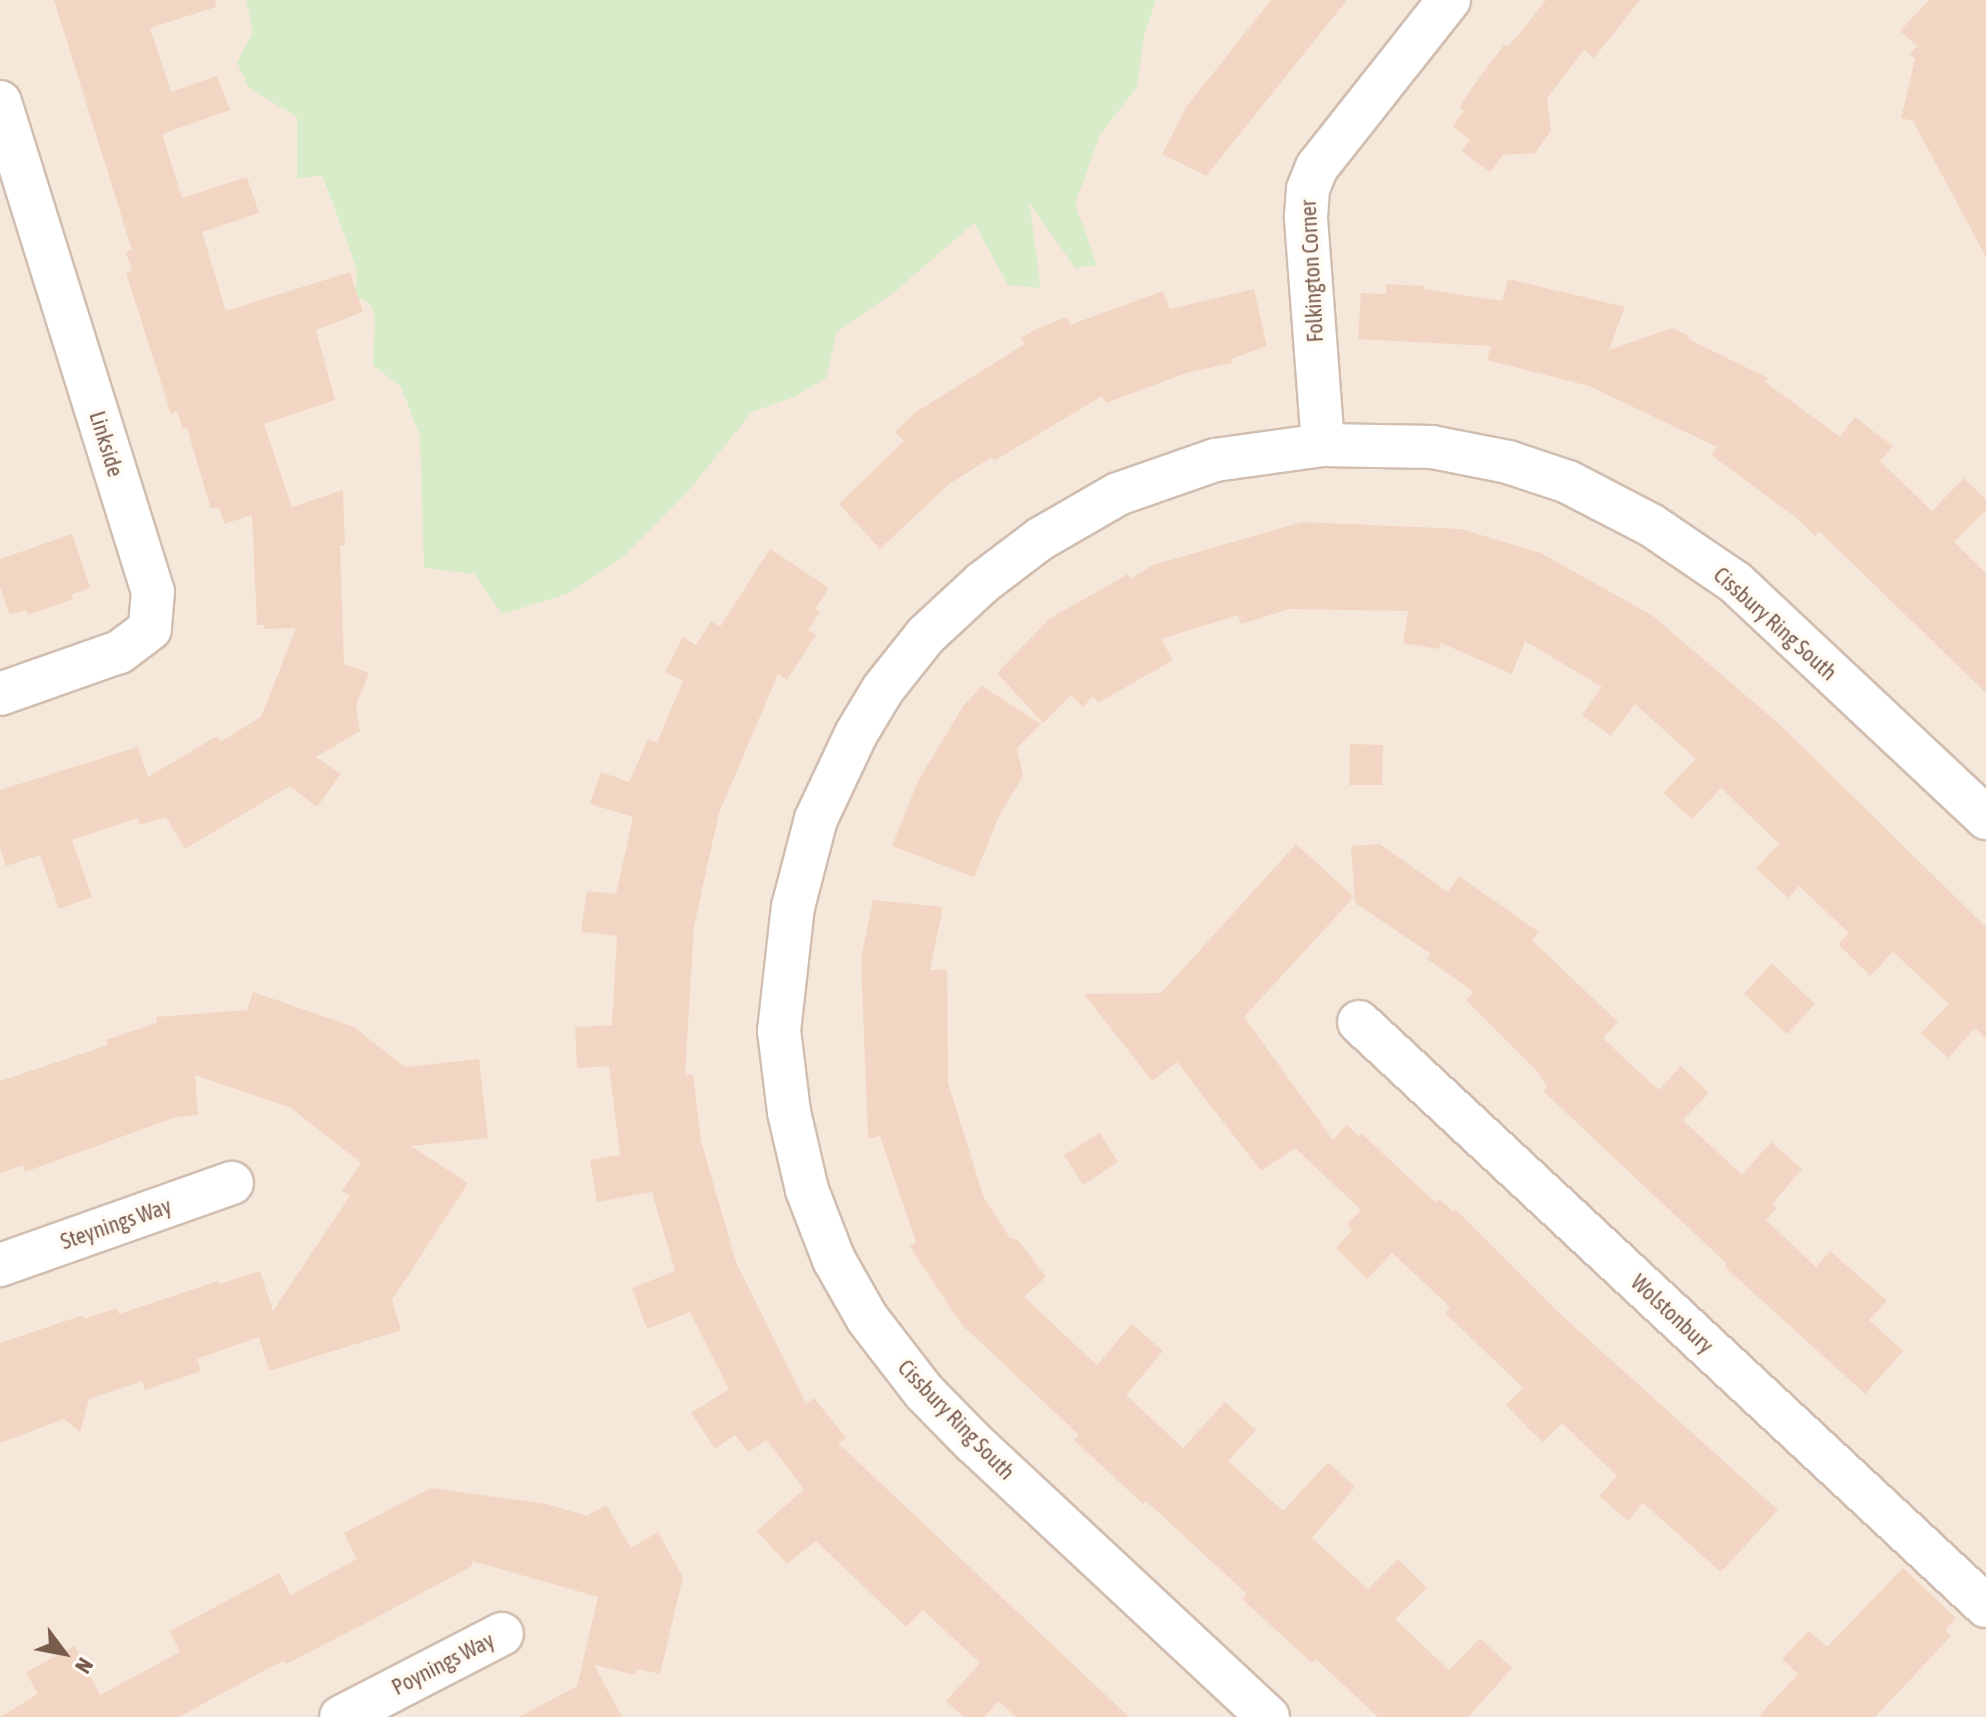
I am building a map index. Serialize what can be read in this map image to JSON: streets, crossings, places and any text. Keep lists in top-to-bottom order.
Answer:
{
  "streets": {
    "street": [
      "Folkington Corner",
      "Linkside",
      "Cissbury Ring South",
      "Steynings Way",
      "Wolstonbury",
      "Poynings Way"
    ]
  },
  "crossings": [
    ["Folkington Corner", "Cissbury Ring South"]
  ],
  "north": "bottom right"
}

##########

■ Work to complete: Copy out the preceding entries without a single change, leaving out the pictures.

■ Reply:
I am building a map index. Serialize what can be read in this map image to JSON: streets, crossings, places and any text. Keep lists in top-to-bottom order.
Answer:
{
  "streets": {
    "street": [
      "Folkington Corner",
      "Linkside",
      "Cissbury Ring South",
      "Steynings Way",
      "Wolstonbury",
      "Poynings Way"
    ]
  },
  "crossings": [
    ["Folkington Corner", "Cissbury Ring South"]
  ],
  "north": "bottom right"
}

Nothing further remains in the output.